BEGIN

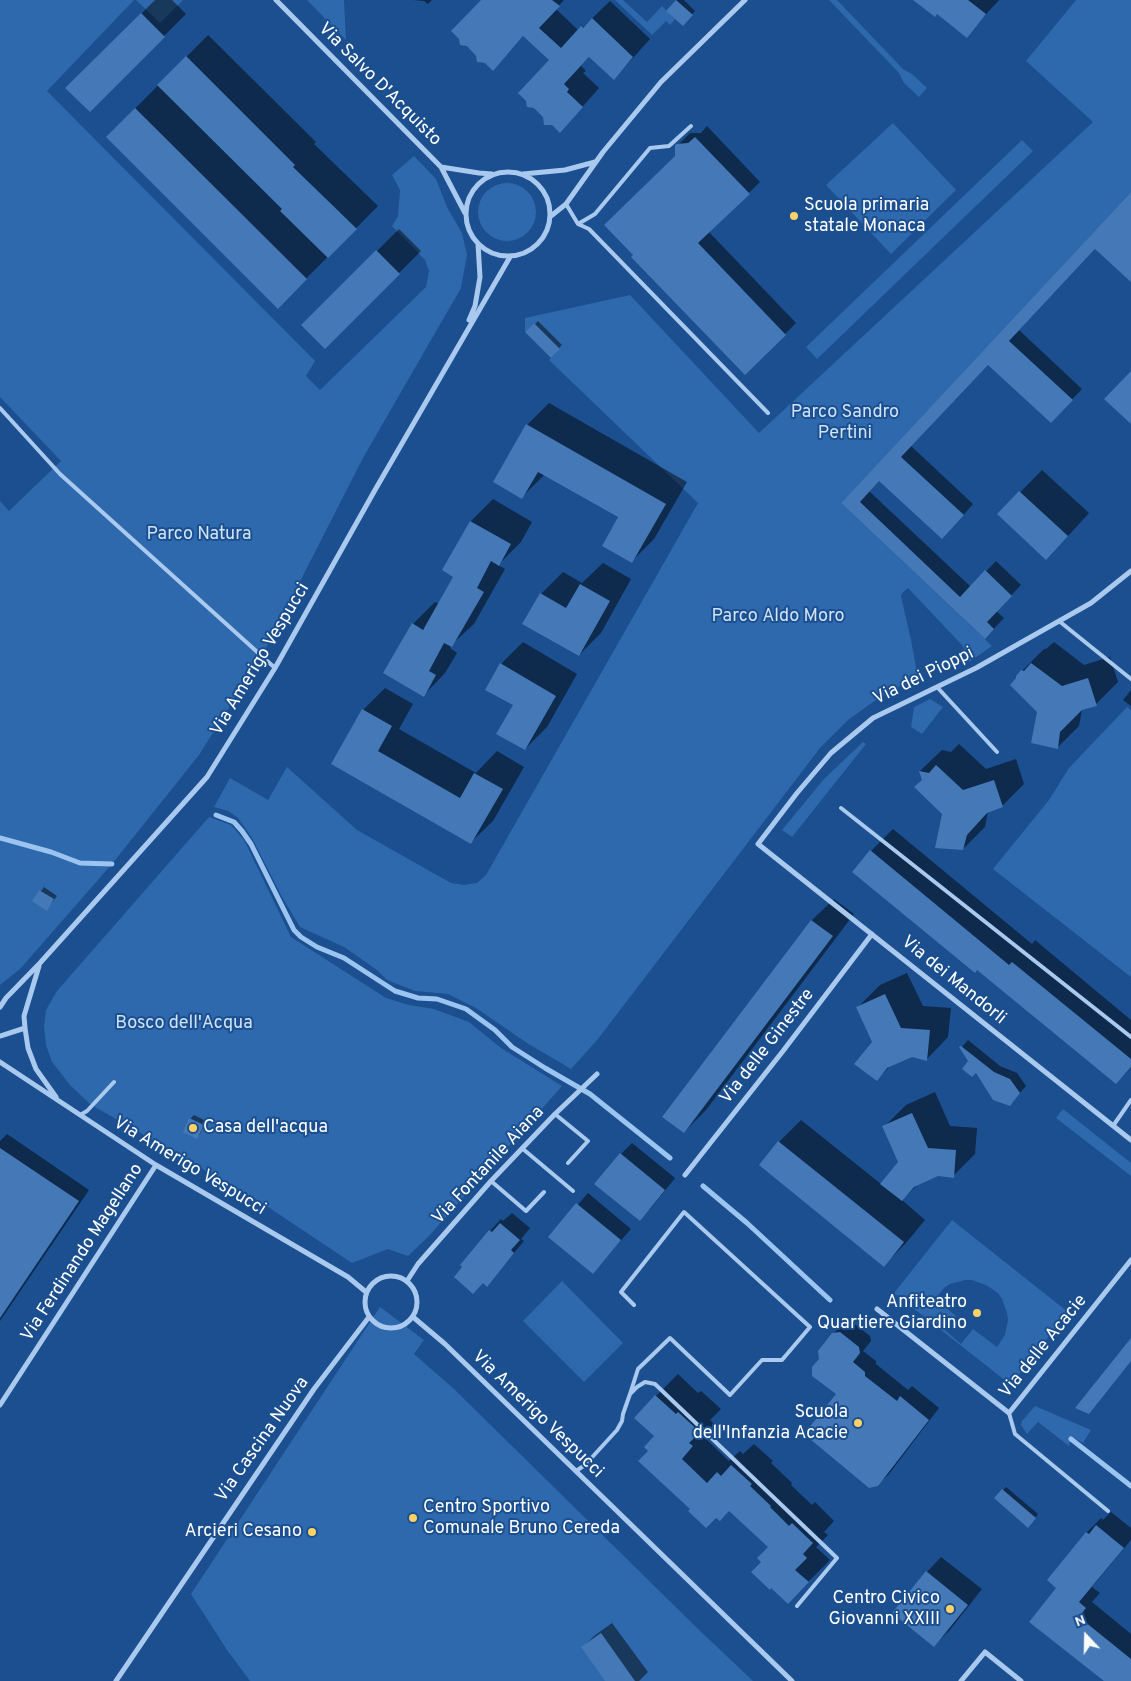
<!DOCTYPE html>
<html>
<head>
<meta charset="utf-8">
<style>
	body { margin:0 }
	#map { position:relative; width:1131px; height:1681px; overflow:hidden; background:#1b4f8f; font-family:Overpass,sans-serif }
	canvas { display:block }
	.north { position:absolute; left:1061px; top:1611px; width:50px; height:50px; -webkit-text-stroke:4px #1b4f8f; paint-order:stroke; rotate:339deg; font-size:14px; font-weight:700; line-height:20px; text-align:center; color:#fff }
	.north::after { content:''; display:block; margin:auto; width:18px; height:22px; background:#fff; clip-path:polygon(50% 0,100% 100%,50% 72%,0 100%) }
</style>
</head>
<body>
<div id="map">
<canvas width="1131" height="1681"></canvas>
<div class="north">N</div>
</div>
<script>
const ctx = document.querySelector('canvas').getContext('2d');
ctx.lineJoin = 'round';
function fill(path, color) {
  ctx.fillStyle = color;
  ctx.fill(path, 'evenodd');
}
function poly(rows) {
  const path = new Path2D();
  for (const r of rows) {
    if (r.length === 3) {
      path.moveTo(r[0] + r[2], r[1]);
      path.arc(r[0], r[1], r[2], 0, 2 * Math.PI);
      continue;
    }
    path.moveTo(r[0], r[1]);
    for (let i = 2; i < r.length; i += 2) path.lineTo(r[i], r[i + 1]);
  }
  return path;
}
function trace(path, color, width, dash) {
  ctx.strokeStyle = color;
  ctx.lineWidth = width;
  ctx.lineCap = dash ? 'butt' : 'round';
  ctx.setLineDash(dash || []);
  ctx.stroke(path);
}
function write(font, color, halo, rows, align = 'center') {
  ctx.font = font + ' Overpass,sans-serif';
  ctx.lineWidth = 4;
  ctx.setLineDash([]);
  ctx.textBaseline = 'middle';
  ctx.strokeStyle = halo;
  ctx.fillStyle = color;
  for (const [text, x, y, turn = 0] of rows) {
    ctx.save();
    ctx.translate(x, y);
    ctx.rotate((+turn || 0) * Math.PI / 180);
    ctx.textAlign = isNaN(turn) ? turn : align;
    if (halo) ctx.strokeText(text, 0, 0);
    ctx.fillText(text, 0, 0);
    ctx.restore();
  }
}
const green = poly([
	[0,0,134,0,47,91,315,361,306,376,320,390,426,287,429,271,425,260,392,226,398,216,400,190,392,175,414,156,436,179,447,207,462,233,467,255,461,288,363,458,265,650,199,755,112,864,20,969,0,985,0,501,9,511,61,461,0,397],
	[136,0,183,0,160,23],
	[307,0,344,0,346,40],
	[615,0,623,0,647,22,662,6,675,19,670,25,666,21,652,35],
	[829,0,837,0,903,69,912,74,927,88,919,97,904,83,899,73],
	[1076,0,1131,0,1131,192,841,503,992,646,969,662,962,645,908,588,903,592,901,596,911,640,919,683,898,687,873,702,848,720,820,748,598,1039,571,1069,527,1043,476,1008,448,994,415,991,387,980,377,970,344,947,300,927,282,897,252,838,238,818,228,811,214,807,230,778,268,800,287,767,357,830,451,883,464,885,477,883,486,875,698,503,549,360,560,349,534,323,525,332,525,318,630,295,759,433,1093,122,1026,61],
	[893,123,956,190,891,254,826,185],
	[1022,140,1033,151,817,359,806,347],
	[507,212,29],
	[930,699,943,707,922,734,911,727,914,707],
	[1127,707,1131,710,1131,977,993,869,1049,800,1069,768],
	[863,742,866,744,792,837,782,830,824,779],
	[209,817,231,825,244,840,291,937,386,998,409,1005,434,1009,469,1022,501,1048,562,1086,429,1236,408,1256,388,1249,352,1263,265,1205,90,1104,70,1085,52,1062,46,1045,44,1026,46,1010,57,991],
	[1063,1109,1131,1163,1131,1176,1056,1118],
	[952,1220,1068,1312,1011,1385,894,1293],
	[965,1280,972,1280,986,1285,998,1293,1002,1299,1007,1313,1008,1320,1005,1335,997,1347,973,1329,961,1344,945,1330,956,1316,935,1299,944,1288,950,1284],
	[562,1281,623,1343,584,1382,523,1321],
	[380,1307,424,1340,414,1354,454,1389,695,1626,753,1681,250,1681,227,1650,191,1594],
	[1035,1406,1091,1430,1083,1443,1071,1436,1069,1446,1038,1422,1027,1434,1021,1425,1022,1421]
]);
const shadow = poly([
	[155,0,172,0,186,14,90,110,67,88],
	[413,0,432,0,428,4,424,1],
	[483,0,564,0,556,9,579,31,610,1,650,39,614,79,590,56,581,66,586,71,583,73,599,88,577,113,551,60,524,35,493,69],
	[677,0,684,0,695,11,683,24,668,11],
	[915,0,999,0,966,36,938,13],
	[208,35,316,142,314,144,378,206,278,307,107,137],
	[707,126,760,182,709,232,796,323,745,374,633,257,677,157,677,146,690,133,701,133],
	[1131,194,1131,281,1096,248,1019,330,1082,389,1061,411,988,363,911,446,973,504,953,527,879,479,869,491,971,587,996,561,1021,585,996,611,1004,618,985,638,843,503],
	[399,229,421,251,325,347,303,325],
	[538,321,562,345,551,356,527,332],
	[549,403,687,482,654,539,632,561,619,517,545,474,522,497,527,425],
	[1042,470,1089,513,1068,536,999,514],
	[493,499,532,522,521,542,498,565,505,569,474,624,451,645,450,648,457,653,445,673,424,695,413,624,435,602,439,604,455,576,443,570,471,521],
	[603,563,631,579,601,633,579,655,541,594,563,572,582,583],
	[523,642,577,674,547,727,525,749,515,705,501,664],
	[1054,642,1084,665,1110,657,1118,682,1096,704,1082,709,1079,726,1057,748,1039,711,1022,671,1044,649,1046,649],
	[385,688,413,704,399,729,476,773,497,751,524,767,493,821,471,842,332,764,363,710],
	[1131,690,1131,706,1123,700],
	[959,744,986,769,1016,759,1024,784,1002,806,988,811,985,827,963,849,920,771,942,750,951,752],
	[893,829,1032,944,1035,940,1131,1020,1131,1068,1116,1083,871,851],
	[44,887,57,896,47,909,34,901],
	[834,899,854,914,706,1110,684,1132,663,1116,812,920],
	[907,973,923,1006,951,1008,948,1037,927,1059,912,1055,892,1064,876,1080,873,1042,858,1007,880,985],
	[968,1040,1000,1066,1017,1073,1026,1086,1010,1104,970,1061,961,1048],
	[935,1092,950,1126,977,1128,975,1154,953,1176,938,1175,918,1184,902,1200,925,1220,906,1243,884,1265,760,1165,779,1142,801,1120,881,1184,899,1162,884,1127,906,1105],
	[194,1115,206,1121,200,1134,197,1137,185,1131,190,1119],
	[7,1134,89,1190,0,1321,0,1141],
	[632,1143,675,1178,651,1208,640,1219,621,1154],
	[588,1193,631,1229,593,1272,550,1237],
	[512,1213,530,1228,521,1239,524,1241,487,1285,464,1267,490,1231,501,1219,503,1221],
	[845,1322,852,1322,870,1336,871,1341,863,1351,876,1361,876,1364,908,1390,912,1386,939,1408,889,1474,877,1485,838,1394,820,1359,833,1334],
	[678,1374,698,1393,701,1391,721,1409,710,1420,714,1424,703,1436,729,1461,740,1451,743,1454,754,1444,773,1461,771,1463,792,1483,791,1485,812,1505,815,1502,834,1521,824,1532,828,1535,816,1547,830,1560,788,1602,763,1562,770,1547,729,1509,692,1509,650,1451,656,1436,656,1396],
	[1006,1487,1038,1514,1031,1523,996,1498],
	[1111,1512,1131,1528,1131,1540,1092,1587,1100,1593,1092,1602,1131,1634,1131,1681,1106,1681,1058,1588,1048,1580,1087,1532,1101,1518,1103,1520],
	[941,1557,982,1589,949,1631,934,1645,927,1572],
	[612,1623,648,1672,639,1681,607,1681,583,1647,594,1636]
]);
const stream = poly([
	[216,815,234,822,242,831,251,844,294,930,301,937,317,947,344,958,395,991,418,998,437,999,466,1009,495,1030,512,1047,545,1068,590,1094,670,1158],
	[0,838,51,852,80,863,112,864],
	[703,1186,747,1223,830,1300],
	[1071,1439,1131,1486]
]);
const building = poly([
	[481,0,552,0,560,6,539,28,561,48,581,26,583,28,592,18,633,57,614,80,589,57,564,84,569,89,567,92,583,107,560,133,552,125,544,125,543,117,534,108,527,107,526,101,518,93,549,60,523,36,493,71,485,63,477,62,476,56,467,46,460,45,459,39,451,31],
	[676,0,693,15,683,26,666,11],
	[913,0,968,0,986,14,967,38,937,14,935,17],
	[141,13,165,37,90,112,65,88],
	[186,56,295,165,293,167,357,229,328,258,280,211,282,209,157,85],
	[135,108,307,279,278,309,106,137],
	[695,137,750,194,698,243,786,335,745,375,631,257,633,255,604,225,675,156,675,145,677,144,688,143],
	[1131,192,1131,282,1095,249,1009,341,1073,400,1051,423,988,365,901,457,964,515,942,539,879,481,860,502,960,597,985,570,1012,596,987,622,994,629,985,639,841,503],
	[376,250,400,274,325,349,301,325],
	[534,323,560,349,551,358,525,332],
	[1131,371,1131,424,1104,399],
	[526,424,666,504,632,563,602,546,618,517,538,472,522,499,493,482],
	[1019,491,1068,536,1046,560,997,514],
	[470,521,511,544,499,566,491,561,477,588,484,592,452,647,444,643,429,671,436,675,424,697,383,673,412,623,423,630,453,577,442,570],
	[580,584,610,601,579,656,522,624,540,593,566,608],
	[500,663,556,696,525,750,496,734,513,705,485,690],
	[1031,663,1062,686,1088,678,1097,706,1082,710,1060,732,1058,749,1031,743,1037,712,1010,685,1016,678,1016,676,1021,670,1024,671],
	[362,709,392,726,378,751,460,798,474,773,503,789,471,844,331,764],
	[936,765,963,790,994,780,1003,807,987,813,967,835,963,850,935,848,942,814,914,787,922,780,919,771,929,773],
	[870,850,1009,965,1012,962,1131,1059,1131,1067,1116,1084,977,970,975,973,852,872],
	[39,890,54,899,47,911,32,901],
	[811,920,833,936,684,1133,662,1117],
	[885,994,901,1028,930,1030,927,1061,912,1057,887,1068,877,1081,854,1064,872,1042,856,1007],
	[961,1046,994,1072,1010,1079,1020,1093,1010,1106,993,1100,976,1073,972,1077,962,1069,968,1061,959,1047],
	[912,1113,928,1148,956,1150,954,1178,938,1176,914,1187,902,1201,880,1184,898,1162,882,1126],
	[189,1118,204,1125,197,1139,183,1132],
	[778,1141,904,1242,884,1267,759,1165],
	[0,1148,79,1201,0,1318],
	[620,1153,665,1190,640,1221,594,1184],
	[576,1203,621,1240,593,1274,548,1237],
	[500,1223,520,1240,511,1250,514,1253,487,1287,483,1283,473,1294,454,1277,462,1267,460,1265,489,1230,492,1232],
	[840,1332,859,1347,860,1353,853,1362,865,1372,865,1376,897,1401,900,1396,929,1420,878,1486,869,1488,804,1434,836,1394,812,1376,812,1367,819,1359,818,1351,832,1333],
	[1131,1338,1131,1361,1089,1414,1075,1408],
	[655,1395,676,1414,678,1412,700,1432,689,1443,693,1446,682,1459,707,1483,717,1472,721,1476,731,1465,752,1484,750,1486,771,1506,770,1507,789,1526,792,1523,813,1543,803,1554,807,1558,795,1570,809,1582,788,1604,771,1588,770,1590,751,1572,761,1562,757,1558,768,1547,729,1511,720,1521,716,1518,706,1528,688,1511,690,1509,638,1461,648,1451,644,1447,654,1436,634,1418],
	[1002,1489,1036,1518,1028,1528,994,1498],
	[1096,1525,1124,1548,1079,1602,1086,1608,1079,1617,1131,1659,1131,1681,1104,1681,1029,1622,1056,1588,1047,1580,1086,1532,1089,1534],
	[926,1571,968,1605,934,1647,892,1613],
	[601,1633,635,1681,605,1681,581,1647]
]);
const lane = poly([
	[566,204,578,224,589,229,768,413],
	[578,224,595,214,650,148,669,146,691,126],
	[0,408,60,474,275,668],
	[1059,621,1131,679],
	[937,687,997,752],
	[841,808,1131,1037],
	[555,1114,588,1141,568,1163],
	[80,1115,87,1111,114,1082],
	[1113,1126,1131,1100],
	[523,1149,573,1191],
	[491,1181,526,1211,544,1192],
	[630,1394,638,1369,670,1338,730,1395,762,1360,782,1360,810,1327,684,1212,621,1292,634,1305],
	[1009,1413,1015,1434,1108,1511],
	[576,1471,585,1465,617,1430,622,1421,623,1414,630,1394,637,1387,645,1382,655,1384,837,1558,797,1606]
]);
const street = poly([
	[276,0,441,167,465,213],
	[441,167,479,173,492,174],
	[508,214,42],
	[523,174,565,170,595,162],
	[551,216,566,204,603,152,661,82,745,0],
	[469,320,475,306,480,277,478,244],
	[1131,571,1091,603,976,668,873,718,831,753,797,793,758,844,1131,1140],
	[39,966,24,1016,25,1028,28,1048,36,1069,56,1097],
	[0,1007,6,998,40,963,207,777,275,668,375,490,510,257],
	[0,1036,25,1028],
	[0,1062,156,1165,348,1277,366,1292],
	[685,1175,783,1051,872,934],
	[391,1302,26],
	[407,1281,418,1264,491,1181,555,1114,597,1074],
	[877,1309,1009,1413,1131,1260],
	[413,1317,445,1344,792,1681],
	[0,1405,156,1165],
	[116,1681,314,1389,369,1317],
	[961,1681,985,1652,1021,1681]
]);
const markers = [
	[794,216,5,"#ffd166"],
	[193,1128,5,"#ffd166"],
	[977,1313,5,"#ffd166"],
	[858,1423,5,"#ffd166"],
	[413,1518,5,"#ffd166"],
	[312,1532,5,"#ffd166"],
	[950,1609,5,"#ffd166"]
];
const streetNames = [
	["Via Salvo D'Acquisto",379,85,45],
	["Via Amerigo Vespucci",261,660,-59],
	["Via dei Pioppi",924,677,-26],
	["Via dei Mandorli",953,981,39],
	["Via delle Ginestre",768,1047,-52],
	["Via Fontanile Aiana",489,1166,-47],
	["Via Amerigo Vespucci",189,1167,31],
	["Via Ferdinando Magellano",83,1253,-57],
	["Via delle Acacie",1044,1347,-51],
	["Via Amerigo Vespucci",537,1415,44],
	["Via Cascina Nuova",263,1440,-55]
];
const poiNames = [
	["Scuola primaria",804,206,"left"],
	["statale Monaca",804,227,"left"],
	["Casa dell'acqua",203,1128,"left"],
	["Anfiteatro",967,1303],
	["Quartiere Giardino",967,1324],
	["Scuola",848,1413],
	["dell'Infanzia Acacie",848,1434],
	["Centro Sportivo",423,1508,"left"],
	["Comunale Bruno Cereda",423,1529,"left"],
	["Arcieri Cesano",302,1532],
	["Centro Civico",940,1599],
	["Giovanni XXIII",940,1620]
];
const parkNames = [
	["Parco Sandro",845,413],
	["Pertini",845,434],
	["Parco Natura",199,535],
	["Parco Aldo Moro",778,617],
	["Bosco dell'Acqua",184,1024]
];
fill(green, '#2e69ad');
fill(shadow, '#0007');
trace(stream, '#9cc4f0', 5);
fill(building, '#4478b7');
trace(lane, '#a9c9ee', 4);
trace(street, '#a9c9ee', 5);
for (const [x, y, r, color] of markers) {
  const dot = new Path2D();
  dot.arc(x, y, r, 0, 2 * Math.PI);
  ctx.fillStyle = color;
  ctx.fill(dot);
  trace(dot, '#1b4f8f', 2);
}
write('18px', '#fff', '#1b4f8f', streetNames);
write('18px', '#fff', '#1b4f8f', poiNames, 'right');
write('18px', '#cfe3fa', '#1b4f8f', parkNames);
</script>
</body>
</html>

END

> Exercise
Once you have returned the line containing "function fill(path, color)", stop; begin at the first line of the material, keep each line exact, and skip the pictures.

> Exercise solution
<!DOCTYPE html>
<html>
<head>
<meta charset="utf-8">
<style>
	body { margin:0 }
	#map { position:relative; width:1131px; height:1681px; overflow:hidden; background:#1b4f8f; font-family:Overpass,sans-serif }
	canvas { display:block }
	.north { position:absolute; left:1061px; top:1611px; width:50px; height:50px; -webkit-text-stroke:4px #1b4f8f; paint-order:stroke; rotate:339deg; font-size:14px; font-weight:700; line-height:20px; text-align:center; color:#fff }
	.north::after { content:''; display:block; margin:auto; width:18px; height:22px; background:#fff; clip-path:polygon(50% 0,100% 100%,50% 72%,0 100%) }
</style>
</head>
<body>
<div id="map">
<canvas width="1131" height="1681"></canvas>
<div class="north">N</div>
</div>
<script>
const ctx = document.querySelector('canvas').getContext('2d');
ctx.lineJoin = 'round';
function fill(path, color) {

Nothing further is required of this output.